Stored data:
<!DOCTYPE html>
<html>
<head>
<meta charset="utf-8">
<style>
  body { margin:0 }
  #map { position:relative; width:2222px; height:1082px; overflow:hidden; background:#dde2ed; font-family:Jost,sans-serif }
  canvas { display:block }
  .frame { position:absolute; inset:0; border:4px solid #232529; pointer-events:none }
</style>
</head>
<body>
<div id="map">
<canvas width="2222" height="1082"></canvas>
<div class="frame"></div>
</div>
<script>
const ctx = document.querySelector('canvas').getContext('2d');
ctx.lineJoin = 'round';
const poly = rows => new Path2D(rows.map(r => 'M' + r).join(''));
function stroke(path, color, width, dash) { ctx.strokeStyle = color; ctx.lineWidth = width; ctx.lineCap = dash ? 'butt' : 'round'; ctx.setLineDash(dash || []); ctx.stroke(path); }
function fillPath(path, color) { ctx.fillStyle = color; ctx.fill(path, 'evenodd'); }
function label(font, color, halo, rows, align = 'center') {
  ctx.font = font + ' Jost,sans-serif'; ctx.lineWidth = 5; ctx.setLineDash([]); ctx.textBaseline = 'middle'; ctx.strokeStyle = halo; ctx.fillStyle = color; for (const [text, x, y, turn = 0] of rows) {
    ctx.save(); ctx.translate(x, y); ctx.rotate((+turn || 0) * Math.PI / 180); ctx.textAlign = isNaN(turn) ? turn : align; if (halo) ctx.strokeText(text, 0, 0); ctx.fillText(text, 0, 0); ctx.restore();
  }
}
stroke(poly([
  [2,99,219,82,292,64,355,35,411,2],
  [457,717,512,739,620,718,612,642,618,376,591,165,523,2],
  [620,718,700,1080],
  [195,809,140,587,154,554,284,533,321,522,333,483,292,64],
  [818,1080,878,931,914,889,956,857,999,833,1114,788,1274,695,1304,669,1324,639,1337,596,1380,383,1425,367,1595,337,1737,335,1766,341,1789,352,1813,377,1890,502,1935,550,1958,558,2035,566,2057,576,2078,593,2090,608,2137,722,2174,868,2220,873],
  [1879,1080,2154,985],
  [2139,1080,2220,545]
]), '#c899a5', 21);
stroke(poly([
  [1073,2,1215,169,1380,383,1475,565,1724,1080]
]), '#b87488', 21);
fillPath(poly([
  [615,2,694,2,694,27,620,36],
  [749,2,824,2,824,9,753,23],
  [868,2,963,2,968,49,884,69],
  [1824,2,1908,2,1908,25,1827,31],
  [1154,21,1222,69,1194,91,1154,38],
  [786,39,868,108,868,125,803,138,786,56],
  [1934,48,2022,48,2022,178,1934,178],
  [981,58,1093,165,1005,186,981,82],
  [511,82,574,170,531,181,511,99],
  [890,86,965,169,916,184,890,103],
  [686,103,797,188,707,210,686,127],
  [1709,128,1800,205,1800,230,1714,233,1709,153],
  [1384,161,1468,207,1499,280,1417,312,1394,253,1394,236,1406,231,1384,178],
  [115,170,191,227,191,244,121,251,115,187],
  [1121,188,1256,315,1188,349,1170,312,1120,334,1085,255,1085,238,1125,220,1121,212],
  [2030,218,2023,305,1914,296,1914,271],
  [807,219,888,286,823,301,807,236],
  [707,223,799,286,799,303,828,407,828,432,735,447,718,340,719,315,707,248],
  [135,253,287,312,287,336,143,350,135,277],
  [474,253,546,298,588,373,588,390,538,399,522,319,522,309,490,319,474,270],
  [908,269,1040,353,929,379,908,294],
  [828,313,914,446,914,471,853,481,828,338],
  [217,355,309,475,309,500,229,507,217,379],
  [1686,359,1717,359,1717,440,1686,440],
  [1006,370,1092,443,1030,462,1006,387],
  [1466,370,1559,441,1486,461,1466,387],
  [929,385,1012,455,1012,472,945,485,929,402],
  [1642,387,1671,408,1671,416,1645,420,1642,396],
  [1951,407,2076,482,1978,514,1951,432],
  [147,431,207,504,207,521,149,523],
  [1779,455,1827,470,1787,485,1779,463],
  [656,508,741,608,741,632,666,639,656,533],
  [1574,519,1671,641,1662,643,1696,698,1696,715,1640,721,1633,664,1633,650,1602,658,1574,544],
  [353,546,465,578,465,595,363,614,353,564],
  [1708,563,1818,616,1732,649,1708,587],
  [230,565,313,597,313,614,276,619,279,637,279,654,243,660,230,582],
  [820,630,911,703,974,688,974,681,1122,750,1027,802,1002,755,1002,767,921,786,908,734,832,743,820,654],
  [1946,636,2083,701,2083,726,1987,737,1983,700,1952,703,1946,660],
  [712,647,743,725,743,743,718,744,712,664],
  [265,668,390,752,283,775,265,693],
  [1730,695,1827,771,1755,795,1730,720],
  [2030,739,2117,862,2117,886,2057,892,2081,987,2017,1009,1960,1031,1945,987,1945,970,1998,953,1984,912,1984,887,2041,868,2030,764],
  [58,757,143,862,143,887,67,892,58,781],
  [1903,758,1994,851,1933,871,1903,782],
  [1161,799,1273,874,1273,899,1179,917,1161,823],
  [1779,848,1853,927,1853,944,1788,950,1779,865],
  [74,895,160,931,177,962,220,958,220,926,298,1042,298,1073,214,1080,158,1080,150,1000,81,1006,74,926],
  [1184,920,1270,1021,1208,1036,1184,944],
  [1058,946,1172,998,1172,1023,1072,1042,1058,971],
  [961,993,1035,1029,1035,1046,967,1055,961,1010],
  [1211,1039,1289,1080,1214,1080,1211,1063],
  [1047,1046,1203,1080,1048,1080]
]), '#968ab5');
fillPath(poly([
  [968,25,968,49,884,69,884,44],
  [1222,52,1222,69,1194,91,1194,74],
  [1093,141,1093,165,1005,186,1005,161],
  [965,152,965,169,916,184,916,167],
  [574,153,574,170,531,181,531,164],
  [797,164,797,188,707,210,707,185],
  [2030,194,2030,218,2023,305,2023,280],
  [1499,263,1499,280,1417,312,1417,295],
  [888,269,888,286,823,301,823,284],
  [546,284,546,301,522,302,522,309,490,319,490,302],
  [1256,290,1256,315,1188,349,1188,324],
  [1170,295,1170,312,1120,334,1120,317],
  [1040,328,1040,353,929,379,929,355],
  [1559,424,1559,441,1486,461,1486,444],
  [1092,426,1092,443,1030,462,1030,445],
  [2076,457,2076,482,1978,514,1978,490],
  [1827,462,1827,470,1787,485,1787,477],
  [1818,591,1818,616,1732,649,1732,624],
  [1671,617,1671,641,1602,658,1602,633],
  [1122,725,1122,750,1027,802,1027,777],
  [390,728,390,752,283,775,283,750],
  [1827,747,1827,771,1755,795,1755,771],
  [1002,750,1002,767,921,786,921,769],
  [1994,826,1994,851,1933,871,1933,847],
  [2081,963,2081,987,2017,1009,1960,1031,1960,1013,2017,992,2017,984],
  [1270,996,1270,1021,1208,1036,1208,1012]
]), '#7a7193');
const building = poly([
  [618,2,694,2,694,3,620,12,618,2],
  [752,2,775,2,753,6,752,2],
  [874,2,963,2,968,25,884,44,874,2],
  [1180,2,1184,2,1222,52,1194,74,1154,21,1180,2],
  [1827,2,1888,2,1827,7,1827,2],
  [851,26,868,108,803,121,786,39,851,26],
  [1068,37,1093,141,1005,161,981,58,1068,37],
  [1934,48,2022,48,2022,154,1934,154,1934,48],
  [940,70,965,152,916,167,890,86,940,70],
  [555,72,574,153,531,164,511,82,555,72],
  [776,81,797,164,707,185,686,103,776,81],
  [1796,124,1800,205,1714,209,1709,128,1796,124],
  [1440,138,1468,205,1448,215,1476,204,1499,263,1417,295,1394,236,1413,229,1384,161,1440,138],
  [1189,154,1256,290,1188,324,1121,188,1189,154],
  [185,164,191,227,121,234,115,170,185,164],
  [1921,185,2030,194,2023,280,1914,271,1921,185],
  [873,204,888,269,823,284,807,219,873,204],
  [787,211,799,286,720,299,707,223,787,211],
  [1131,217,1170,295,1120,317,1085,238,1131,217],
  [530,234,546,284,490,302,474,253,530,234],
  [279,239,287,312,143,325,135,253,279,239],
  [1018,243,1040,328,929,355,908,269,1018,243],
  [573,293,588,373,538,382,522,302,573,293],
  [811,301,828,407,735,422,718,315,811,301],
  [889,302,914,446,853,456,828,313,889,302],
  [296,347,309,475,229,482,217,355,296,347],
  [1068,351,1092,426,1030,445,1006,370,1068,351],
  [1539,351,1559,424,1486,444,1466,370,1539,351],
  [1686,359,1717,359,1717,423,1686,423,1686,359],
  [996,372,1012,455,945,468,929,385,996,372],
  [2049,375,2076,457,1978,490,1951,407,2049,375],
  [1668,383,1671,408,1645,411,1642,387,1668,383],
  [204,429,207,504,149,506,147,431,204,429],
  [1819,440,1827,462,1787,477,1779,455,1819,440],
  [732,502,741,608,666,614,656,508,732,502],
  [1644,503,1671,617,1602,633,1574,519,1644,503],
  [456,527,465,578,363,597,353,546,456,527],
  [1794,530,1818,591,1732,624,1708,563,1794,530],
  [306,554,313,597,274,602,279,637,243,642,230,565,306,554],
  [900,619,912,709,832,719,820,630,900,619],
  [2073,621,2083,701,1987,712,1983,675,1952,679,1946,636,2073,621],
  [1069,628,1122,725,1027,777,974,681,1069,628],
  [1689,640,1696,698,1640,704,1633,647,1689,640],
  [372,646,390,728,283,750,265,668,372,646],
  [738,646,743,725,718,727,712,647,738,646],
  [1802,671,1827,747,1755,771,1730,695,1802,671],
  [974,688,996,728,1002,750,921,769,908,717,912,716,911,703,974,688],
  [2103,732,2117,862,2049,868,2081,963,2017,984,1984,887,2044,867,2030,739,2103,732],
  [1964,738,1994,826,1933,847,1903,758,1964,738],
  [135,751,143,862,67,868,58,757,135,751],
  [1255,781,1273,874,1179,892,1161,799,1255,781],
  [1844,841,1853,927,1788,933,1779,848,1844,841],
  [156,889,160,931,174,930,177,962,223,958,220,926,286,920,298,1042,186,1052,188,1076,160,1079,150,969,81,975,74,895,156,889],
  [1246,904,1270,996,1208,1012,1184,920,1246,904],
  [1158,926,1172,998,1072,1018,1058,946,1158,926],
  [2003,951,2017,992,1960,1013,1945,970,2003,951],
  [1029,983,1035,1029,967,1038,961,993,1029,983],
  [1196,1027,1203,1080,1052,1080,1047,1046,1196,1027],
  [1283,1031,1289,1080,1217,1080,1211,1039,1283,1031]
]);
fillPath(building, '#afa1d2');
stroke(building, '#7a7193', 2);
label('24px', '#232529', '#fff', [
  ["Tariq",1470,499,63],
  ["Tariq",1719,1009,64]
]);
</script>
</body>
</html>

> _ACTIVITY_
The reply should consist solely of the lines above from the one that has "function fillPath(path, color)" through the one that has "ctx.font = font", reproduced exactly.

> _WRITTEN ANSWER_
function fillPath(path, color) { ctx.fillStyle = color; ctx.fill(path, 'evenodd'); }
function label(font, color, halo, rows, align = 'center') {
  ctx.font = font + ' Jost,sans-serif'; ctx.lineWidth = 5; ctx.setLineDash([]); ctx.textBaseline = 'middle'; ctx.strokeStyle = halo; ctx.fillStyle = color; for (const [text, x, y, turn = 0] of rows) {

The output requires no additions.